Our mental health system is failing. It does not have the resources, either in personnel or funding, to take care of everyone that needs it. Case workers are overloaded and there are not enough programs to handle the load. And, we do not have legislation that takes away the stigma of mental illness or to provide protection for the mentally ill. The result is that many are walking our streets with untreated problems that medicine knows how to treat. We have to fill the cracks in the system and keep these kids from falling through.
Gun laws… yes, I have to address it. Our constitution guarantees us the right to own a gun and protect ourselves. Hunting and personal protection do not require assault weapons. Stiffer gun laws will not prevent the illegal trafficking of guns but, putting limitations on the amount of ammunition for assault weapons has to be considered. Would it prevent some of the massacres if only law enforcement or military personnel were allowed to purchase ammunition for assault weapons? I don’t know but I do know that we have to do something. Guns don’t kill, I know that. It takes a person to pull the trigger. But, there is a lot of money behind the gun lobbyists who influence our politicians and somehow we have to leverage that money and power with logic.
Finally, we have to examine our own responsibility in the decline of our society. We can’t keep turning a blind eye, thinking it is someone else’s problem. We must be willing to speak out when we see a potential problem and reach out to offer help. It has to start in our own family but must also extend to our neighbors and associates. When we find ourselves concerned about a neighbor and having the discussion in our own living rooms, we have to take a risk. It must be our responsibility to seek the help of authorities who are trained to determine if a real problem exists. We can’t be afraid of the consequences. If one child is saved, it is worth the risk. If an entire classroom of children is saved, then again, it is worth the risk.
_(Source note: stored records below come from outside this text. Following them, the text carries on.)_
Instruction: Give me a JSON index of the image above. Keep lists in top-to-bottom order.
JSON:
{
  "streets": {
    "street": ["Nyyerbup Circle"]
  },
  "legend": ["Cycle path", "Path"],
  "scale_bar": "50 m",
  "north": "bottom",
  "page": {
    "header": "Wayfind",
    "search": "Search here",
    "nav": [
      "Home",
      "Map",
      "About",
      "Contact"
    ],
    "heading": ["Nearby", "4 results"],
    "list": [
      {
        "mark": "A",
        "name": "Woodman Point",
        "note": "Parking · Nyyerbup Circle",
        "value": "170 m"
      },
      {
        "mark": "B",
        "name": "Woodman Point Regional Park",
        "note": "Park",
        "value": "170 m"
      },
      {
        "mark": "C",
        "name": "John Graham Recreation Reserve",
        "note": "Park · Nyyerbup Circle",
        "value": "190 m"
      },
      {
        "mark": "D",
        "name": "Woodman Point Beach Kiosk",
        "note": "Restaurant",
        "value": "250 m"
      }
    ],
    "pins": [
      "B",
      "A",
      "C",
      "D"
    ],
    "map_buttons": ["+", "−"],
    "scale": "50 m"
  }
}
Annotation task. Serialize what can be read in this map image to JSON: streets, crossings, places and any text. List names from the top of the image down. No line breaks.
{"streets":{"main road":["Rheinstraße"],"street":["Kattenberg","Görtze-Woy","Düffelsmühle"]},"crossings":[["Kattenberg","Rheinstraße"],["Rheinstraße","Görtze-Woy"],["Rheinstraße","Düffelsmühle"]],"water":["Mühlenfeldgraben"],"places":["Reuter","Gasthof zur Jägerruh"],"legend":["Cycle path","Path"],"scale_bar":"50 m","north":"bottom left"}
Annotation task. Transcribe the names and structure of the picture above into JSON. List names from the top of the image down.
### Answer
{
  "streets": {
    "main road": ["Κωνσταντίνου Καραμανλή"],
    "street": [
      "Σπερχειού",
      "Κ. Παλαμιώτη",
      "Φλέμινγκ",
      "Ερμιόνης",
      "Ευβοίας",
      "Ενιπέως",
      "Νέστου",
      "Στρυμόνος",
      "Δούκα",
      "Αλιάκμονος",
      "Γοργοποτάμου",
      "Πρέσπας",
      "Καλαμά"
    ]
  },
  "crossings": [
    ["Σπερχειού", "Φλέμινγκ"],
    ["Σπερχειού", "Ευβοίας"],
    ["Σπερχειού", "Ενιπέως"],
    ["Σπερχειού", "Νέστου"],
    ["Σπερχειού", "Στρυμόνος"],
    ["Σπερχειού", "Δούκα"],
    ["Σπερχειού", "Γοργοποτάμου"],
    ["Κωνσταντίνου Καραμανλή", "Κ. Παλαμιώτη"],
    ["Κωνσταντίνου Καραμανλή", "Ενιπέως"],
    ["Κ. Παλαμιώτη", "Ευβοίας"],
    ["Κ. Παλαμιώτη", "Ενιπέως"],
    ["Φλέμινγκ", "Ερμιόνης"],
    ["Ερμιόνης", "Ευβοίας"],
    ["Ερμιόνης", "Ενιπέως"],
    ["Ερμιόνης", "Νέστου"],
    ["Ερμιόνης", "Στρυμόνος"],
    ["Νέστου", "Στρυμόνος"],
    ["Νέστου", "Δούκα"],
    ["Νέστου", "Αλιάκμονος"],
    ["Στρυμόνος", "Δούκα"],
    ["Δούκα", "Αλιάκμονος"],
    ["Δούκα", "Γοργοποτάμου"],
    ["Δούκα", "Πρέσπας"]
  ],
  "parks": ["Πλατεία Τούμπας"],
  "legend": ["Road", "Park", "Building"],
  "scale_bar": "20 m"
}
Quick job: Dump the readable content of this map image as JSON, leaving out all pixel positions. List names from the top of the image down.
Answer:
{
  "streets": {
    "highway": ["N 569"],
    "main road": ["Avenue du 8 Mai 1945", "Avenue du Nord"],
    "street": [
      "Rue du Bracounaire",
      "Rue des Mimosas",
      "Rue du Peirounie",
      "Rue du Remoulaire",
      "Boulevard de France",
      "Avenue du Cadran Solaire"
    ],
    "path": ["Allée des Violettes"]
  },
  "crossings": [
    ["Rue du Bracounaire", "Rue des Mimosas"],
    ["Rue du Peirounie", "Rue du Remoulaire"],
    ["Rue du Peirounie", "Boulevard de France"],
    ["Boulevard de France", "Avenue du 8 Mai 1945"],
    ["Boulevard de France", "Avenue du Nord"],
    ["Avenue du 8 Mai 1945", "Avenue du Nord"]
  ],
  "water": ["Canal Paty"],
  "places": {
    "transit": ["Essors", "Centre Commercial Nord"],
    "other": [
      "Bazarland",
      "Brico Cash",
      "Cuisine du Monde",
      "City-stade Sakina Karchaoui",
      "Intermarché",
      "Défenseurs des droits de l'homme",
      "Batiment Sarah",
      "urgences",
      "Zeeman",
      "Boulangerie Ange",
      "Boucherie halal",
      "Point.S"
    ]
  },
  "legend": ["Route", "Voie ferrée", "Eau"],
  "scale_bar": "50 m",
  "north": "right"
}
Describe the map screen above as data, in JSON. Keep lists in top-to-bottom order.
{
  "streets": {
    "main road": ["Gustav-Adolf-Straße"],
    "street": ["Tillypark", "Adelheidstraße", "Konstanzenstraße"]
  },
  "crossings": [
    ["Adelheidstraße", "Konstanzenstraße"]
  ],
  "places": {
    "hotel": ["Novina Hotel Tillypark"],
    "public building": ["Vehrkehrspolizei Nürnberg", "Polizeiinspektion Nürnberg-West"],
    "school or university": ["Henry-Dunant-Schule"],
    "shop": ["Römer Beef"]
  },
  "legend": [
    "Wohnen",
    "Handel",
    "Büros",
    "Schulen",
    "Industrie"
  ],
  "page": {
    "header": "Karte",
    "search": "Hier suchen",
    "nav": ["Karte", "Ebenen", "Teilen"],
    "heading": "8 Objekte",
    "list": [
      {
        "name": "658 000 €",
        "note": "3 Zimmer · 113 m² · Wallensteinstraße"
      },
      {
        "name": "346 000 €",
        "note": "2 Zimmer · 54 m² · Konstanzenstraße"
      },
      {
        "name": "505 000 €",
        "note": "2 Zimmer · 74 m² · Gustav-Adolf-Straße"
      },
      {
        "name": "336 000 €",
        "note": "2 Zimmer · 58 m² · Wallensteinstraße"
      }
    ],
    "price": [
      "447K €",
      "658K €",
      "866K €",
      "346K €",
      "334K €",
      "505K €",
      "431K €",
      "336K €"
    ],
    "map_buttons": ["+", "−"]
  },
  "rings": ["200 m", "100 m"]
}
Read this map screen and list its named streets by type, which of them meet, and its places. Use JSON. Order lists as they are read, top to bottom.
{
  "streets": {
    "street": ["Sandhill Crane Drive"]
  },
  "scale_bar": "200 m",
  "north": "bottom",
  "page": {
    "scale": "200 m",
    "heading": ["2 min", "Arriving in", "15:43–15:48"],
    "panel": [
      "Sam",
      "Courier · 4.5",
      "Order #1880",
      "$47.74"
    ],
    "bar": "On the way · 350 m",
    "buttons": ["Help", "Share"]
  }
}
We also need to look at our own children’s habits and hobbies. Are they obsessed with the violence on television or in video games? Have we noticed a change in the way they dress or in their moods? These things, although a part of normal teen behavior, can be red flags for a problem. We owe it to our children and neighbors to seek professional guidance from those who are trained to recognize behaviors that exceed normal teen behavior.
Finally, our ultimate responsibility is to be role models for our children. We need to engage them in our discussions, show them that adversity is part of life but how we handle it determines whether the result is positive or negative. Out kids need to see that it is okay to have a difference of opinion and that problems can be solved with open communication.
We have to teach our children to talk about their feelings. We’ve all heard that it takes a village to raise a child. Never think that the child next door isn’t your responsibility. Never think that the moody kid on the baseball team isn’t your responsibility. Never think that the kid who tosses your newspaper just short of the porch isn’t your responsibility. These kids are all our responsibility. They are our future. They may be the kid with the bad attitude today but if we do our part, they may become the doctor that gets you through a surgery or the nurse that holds your hand through chemotherapy. If we do our part, they can become our city managers, or the scientist that develops a new method of capturing solar energy, or the next Rabbi in your synagogue.
Until we find the answers, we have to pray for healing and visualize love emanating from our hearts and enveloping the children of our society. We have to step out of our living rooms and give our time to our community. We have to be a beacon of hope or a friend that really listens. We can’t be afraid to give away a hug or a handshake.
There are new angels today and they will be looking at us to see what we’ve learned from another horrible tragedy. I pray we don’t disappoint them.